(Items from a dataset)
..........

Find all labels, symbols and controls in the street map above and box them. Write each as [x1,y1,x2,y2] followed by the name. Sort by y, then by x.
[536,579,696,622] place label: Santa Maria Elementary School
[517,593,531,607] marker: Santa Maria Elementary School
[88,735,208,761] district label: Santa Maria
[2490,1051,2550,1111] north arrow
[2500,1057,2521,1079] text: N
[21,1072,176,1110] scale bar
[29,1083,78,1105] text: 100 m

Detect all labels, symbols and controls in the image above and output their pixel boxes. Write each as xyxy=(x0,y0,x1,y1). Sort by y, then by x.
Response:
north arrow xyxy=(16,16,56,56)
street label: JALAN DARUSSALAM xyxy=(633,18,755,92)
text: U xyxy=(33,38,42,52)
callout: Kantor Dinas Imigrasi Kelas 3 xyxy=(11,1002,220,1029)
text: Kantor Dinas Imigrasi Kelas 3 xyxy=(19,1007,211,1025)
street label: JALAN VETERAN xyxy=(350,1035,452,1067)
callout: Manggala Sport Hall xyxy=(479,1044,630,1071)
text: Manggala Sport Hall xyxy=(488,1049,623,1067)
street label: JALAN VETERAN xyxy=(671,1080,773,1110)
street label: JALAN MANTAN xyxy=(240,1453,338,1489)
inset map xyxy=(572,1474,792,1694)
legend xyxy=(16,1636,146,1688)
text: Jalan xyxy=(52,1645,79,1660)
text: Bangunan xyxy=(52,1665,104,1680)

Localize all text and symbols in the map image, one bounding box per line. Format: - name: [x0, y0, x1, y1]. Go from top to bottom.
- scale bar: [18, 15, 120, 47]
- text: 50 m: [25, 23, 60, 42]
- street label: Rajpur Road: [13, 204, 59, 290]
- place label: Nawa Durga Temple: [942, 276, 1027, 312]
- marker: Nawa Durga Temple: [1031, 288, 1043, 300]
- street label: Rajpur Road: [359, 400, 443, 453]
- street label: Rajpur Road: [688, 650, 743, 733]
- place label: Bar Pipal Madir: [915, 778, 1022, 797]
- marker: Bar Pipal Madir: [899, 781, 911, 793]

..........

» **What the task requires**
Reproduce all of the records, keeping every character unchanged.

» **Answer section**
Find all labels, symbols and controls in the street map above and box them. Write each as [x1,y1,x2,y2] followed by the name. Sort by y, then by x.
[536,579,696,622] place label: Santa Maria Elementary School
[517,593,531,607] marker: Santa Maria Elementary School
[88,735,208,761] district label: Santa Maria
[2490,1051,2550,1111] north arrow
[2500,1057,2521,1079] text: N
[21,1072,176,1110] scale bar
[29,1083,78,1105] text: 100 m

Detect all labels, symbols and controls in the image above and output their pixel boxes. Write each as xyxy=(x0,y0,x1,y1). Sort by y, then by x.
Response:
north arrow xyxy=(16,16,56,56)
street label: JALAN DARUSSALAM xyxy=(633,18,755,92)
text: U xyxy=(33,38,42,52)
callout: Kantor Dinas Imigrasi Kelas 3 xyxy=(11,1002,220,1029)
text: Kantor Dinas Imigrasi Kelas 3 xyxy=(19,1007,211,1025)
street label: JALAN VETERAN xyxy=(350,1035,452,1067)
callout: Manggala Sport Hall xyxy=(479,1044,630,1071)
text: Manggala Sport Hall xyxy=(488,1049,623,1067)
street label: JALAN VETERAN xyxy=(671,1080,773,1110)
street label: JALAN MANTAN xyxy=(240,1453,338,1489)
inset map xyxy=(572,1474,792,1694)
legend xyxy=(16,1636,146,1688)
text: Jalan xyxy=(52,1645,79,1660)
text: Bangunan xyxy=(52,1665,104,1680)

Localize all text and symbols in the map image, one bounding box per line. Format: - name: [x0, y0, x1, y1]. Go from top to bottom.
- scale bar: [18, 15, 120, 47]
- text: 50 m: [25, 23, 60, 42]
- street label: Rajpur Road: [13, 204, 59, 290]
- place label: Nawa Durga Temple: [942, 276, 1027, 312]
- marker: Nawa Durga Temple: [1031, 288, 1043, 300]
- street label: Rajpur Road: [359, 400, 443, 453]
- street label: Rajpur Road: [688, 650, 743, 733]
- place label: Bar Pipal Madir: [915, 778, 1022, 797]
- marker: Bar Pipal Madir: [899, 781, 911, 793]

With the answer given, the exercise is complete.